Chapter 7 The model
Below is a representation of the full model used in eDNAjoint, including all model variations. Note that inclusion of gear scaling coefficients, \(q_k\) (Eq. 2), and the regression with site-level covariates, \(\alpha\) (Eq. 4), are optional in implementation with eDNAjoint.
A reduced version of the joint model without these variations is also described in Keller et al. 2022.
7.1 Model description
The observed count, Y, of a species at site, i, in traditional survey sample, j, of gear type, k, is drawn from either
- a negative binomial distribution with expected species catch rate, \(\mu_{i,k}\), and an overdispersion parameter, \(\phi\) (Equation 1.1)
- a poisson distribution with expected species catch rate, \(\mu_{i,k}\) (Equation 1.2).
A third option allows for repeated continuous observations, Y, of a species at site, i, in traditional survey sample, j, of gear type, k.
- a gamma distribution with shape parameter, \(\alpha_{mu}\) and rate parameter, \(\beta_{mu}\). The expected species catch rate, \(\mu_{i,k}\) is equal to \(\frac{\alpha_{mu}}{\beta_{mu}}\).
Gear scaling coefficients, \(q_k\), scale the catch rates of multiple gear types relative to gear type 1 (Equation 2).
\[\begin{equation} \tag{Eq. 2} \mu_{i,k} = q_k * \mu_{i,1} \end{equation}\]The probability of a true positive eDNA detection, \(p_{11}\), at site i, is a function of expected species catch rate, \(\mu_{i,1}\) and scaling coefficient \(\beta_i\) (Equation 3).
\[\begin{equation} \tag{Eq. 3} p_{11,i} = \frac{\mu_{i,1}}{\mu_{i,1} + e^{\beta_i}} \end{equation}\]The scaling coefficient \(\beta_i\) relates the sensitivity of eDNA sampling to the expected species catch rate and is a function of site-level covariate coefficients, \(\alpha_n\) and site-level covariate data, \(A_{i,n}\) (Equation 4).
\[\begin{equation} \tag{Eq. 4} \beta_i = A_{i,n}^{T} \cdot \alpha_n \end{equation}\]The total probability of eDNA detection at site i, \(p_i\), is the sum of the probability of a true positive eDNA detection at site i, \(p_{11,i}\), and the probability of a false positive eDNA detection, \(p_{10}\) (Equation 5).
\[\begin{equation} \tag{Eq. 5} p_i = p_{11,i} + p_{10} \end{equation}\]The number of positive quantitative PCR (qPCR) eDNA detections, K, out of the number of trials, N, in eDNA water sample m at site i is drawn from a binomial distribution, with a probability of success on a single trial, \(p_i\). (Equation 6).
\[\begin{equation} \tag{Eq. 6} K_{i,m} \sim Binomial(N_{i,m}, p_i) \end{equation}\]Three informative prior distributions are included in the model for parameters, \(p_{10}\), \(\alpha_n\), and \(\phi\) (if a negative binomial distribution is used to describe the traditional survey observations, Eq. 1.2). See below for more details.
\[\begin{equation} p_{10} \sim Beta(\alpha, \beta) \end{equation}\] \[\begin{equation} \phi \sim Gamma(\alpha, \beta) \end{equation}\] \[\begin{equation} \alpha_n \sim Normal(0,10) \end{equation}\]
7.2 Bayesian modeling: Stan
The models that can be run with eDNAjoint use Bayesian inference for parameter estimation. The models are specified in the probabilistic programming language, Stan, which uses Hamiltonian Monte Carlo to obtain posterior simulations. For this reason, all the models fit using eDNAjoint are of the ‘stanfit’ class and can be analyzed and manipulated with functions in the rstan package, in addition to the functions outlined above.

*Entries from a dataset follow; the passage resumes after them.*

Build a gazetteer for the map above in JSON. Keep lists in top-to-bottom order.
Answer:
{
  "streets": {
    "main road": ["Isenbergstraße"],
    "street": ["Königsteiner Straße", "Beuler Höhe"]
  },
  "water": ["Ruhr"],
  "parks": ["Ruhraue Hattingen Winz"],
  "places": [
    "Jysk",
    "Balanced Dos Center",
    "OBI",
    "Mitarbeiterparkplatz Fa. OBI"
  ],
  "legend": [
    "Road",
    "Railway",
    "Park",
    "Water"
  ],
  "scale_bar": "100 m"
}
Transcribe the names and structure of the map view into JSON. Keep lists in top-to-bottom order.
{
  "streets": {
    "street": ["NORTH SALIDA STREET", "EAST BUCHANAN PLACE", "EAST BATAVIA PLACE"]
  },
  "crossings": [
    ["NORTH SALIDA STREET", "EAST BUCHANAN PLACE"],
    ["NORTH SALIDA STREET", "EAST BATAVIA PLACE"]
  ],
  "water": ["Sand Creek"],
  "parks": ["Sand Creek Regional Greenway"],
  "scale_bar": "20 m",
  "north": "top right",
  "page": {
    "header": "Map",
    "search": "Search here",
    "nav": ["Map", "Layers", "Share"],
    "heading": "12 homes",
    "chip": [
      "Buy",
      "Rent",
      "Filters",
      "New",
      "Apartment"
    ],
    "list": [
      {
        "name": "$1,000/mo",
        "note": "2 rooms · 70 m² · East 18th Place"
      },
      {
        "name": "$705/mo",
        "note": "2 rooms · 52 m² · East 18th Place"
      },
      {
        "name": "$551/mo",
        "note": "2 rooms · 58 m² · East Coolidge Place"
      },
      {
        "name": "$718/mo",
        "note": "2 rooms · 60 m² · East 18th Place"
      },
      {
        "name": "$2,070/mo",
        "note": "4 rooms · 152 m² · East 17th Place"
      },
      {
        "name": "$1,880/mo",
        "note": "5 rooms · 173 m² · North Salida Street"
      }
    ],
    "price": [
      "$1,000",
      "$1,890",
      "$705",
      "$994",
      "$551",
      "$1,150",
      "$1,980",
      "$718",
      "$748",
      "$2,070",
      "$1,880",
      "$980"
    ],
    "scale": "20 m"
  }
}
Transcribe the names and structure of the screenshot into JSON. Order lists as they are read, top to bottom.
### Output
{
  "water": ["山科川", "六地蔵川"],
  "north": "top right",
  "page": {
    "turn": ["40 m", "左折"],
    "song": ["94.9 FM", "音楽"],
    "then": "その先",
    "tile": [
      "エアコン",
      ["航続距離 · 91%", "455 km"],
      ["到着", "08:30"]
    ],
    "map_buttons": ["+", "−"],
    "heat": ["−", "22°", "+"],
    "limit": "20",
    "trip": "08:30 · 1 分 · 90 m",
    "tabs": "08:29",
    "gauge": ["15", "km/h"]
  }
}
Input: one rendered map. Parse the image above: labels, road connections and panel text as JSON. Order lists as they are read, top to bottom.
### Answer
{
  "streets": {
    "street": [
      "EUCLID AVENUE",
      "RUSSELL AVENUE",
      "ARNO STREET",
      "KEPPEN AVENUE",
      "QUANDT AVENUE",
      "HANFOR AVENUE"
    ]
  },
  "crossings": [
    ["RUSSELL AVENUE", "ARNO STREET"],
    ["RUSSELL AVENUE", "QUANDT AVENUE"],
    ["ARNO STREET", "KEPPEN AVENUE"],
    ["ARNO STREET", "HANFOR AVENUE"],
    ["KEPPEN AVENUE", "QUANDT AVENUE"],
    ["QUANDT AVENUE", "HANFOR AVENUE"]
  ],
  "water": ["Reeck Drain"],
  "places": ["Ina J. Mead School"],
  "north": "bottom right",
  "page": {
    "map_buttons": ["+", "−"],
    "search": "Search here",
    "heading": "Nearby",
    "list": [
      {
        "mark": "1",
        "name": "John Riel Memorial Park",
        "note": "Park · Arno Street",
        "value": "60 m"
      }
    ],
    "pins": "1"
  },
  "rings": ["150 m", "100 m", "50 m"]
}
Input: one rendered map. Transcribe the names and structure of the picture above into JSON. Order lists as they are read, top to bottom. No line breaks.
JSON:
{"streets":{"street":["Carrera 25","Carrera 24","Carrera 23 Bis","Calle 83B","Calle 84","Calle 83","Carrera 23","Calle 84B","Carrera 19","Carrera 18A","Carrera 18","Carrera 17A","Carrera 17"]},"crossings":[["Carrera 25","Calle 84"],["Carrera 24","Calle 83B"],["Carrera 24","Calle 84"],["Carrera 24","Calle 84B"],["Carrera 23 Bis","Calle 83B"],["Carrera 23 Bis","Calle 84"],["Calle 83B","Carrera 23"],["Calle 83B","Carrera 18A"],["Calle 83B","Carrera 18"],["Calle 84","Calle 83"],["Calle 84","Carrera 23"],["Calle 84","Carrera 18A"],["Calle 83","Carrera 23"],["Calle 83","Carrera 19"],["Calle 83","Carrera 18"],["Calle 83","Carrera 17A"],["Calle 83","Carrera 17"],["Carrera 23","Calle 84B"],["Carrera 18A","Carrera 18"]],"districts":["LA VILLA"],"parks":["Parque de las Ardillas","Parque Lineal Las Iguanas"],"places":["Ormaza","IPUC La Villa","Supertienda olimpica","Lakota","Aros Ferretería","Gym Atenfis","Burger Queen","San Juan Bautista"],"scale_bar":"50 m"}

The code for the models written in Stan can be found in this folder of the package Github repo.
7.3 Priors
Three non-uniform priors are used in the model. First, there is an informative prior distribution for the false positive probability of eDNA detection, \(p_{10}\), which is used for parameter identifiability. A beta distribution is used for the \(p_{10}\) prior with two parameters: alpha and beta. Second, an informative prior distribution for the overdispersion parameter, \(\phi\), in the negative binomial distribution for overdispersed count observations (Eq. 1.2). In eDNAjoint, these parameters can be user-specified. The default specification for the \(p_{10}\) prior is beta(1,20) (mean: 0.048, var: 0.045), and the default specification for the \(\phi\) prior is gamma(0.25,0.25) (mean: 1, var: 4). Additionally, a normally distributed shrinkage prior is used for \(\alpha_n\), which serves a similar role to regularization.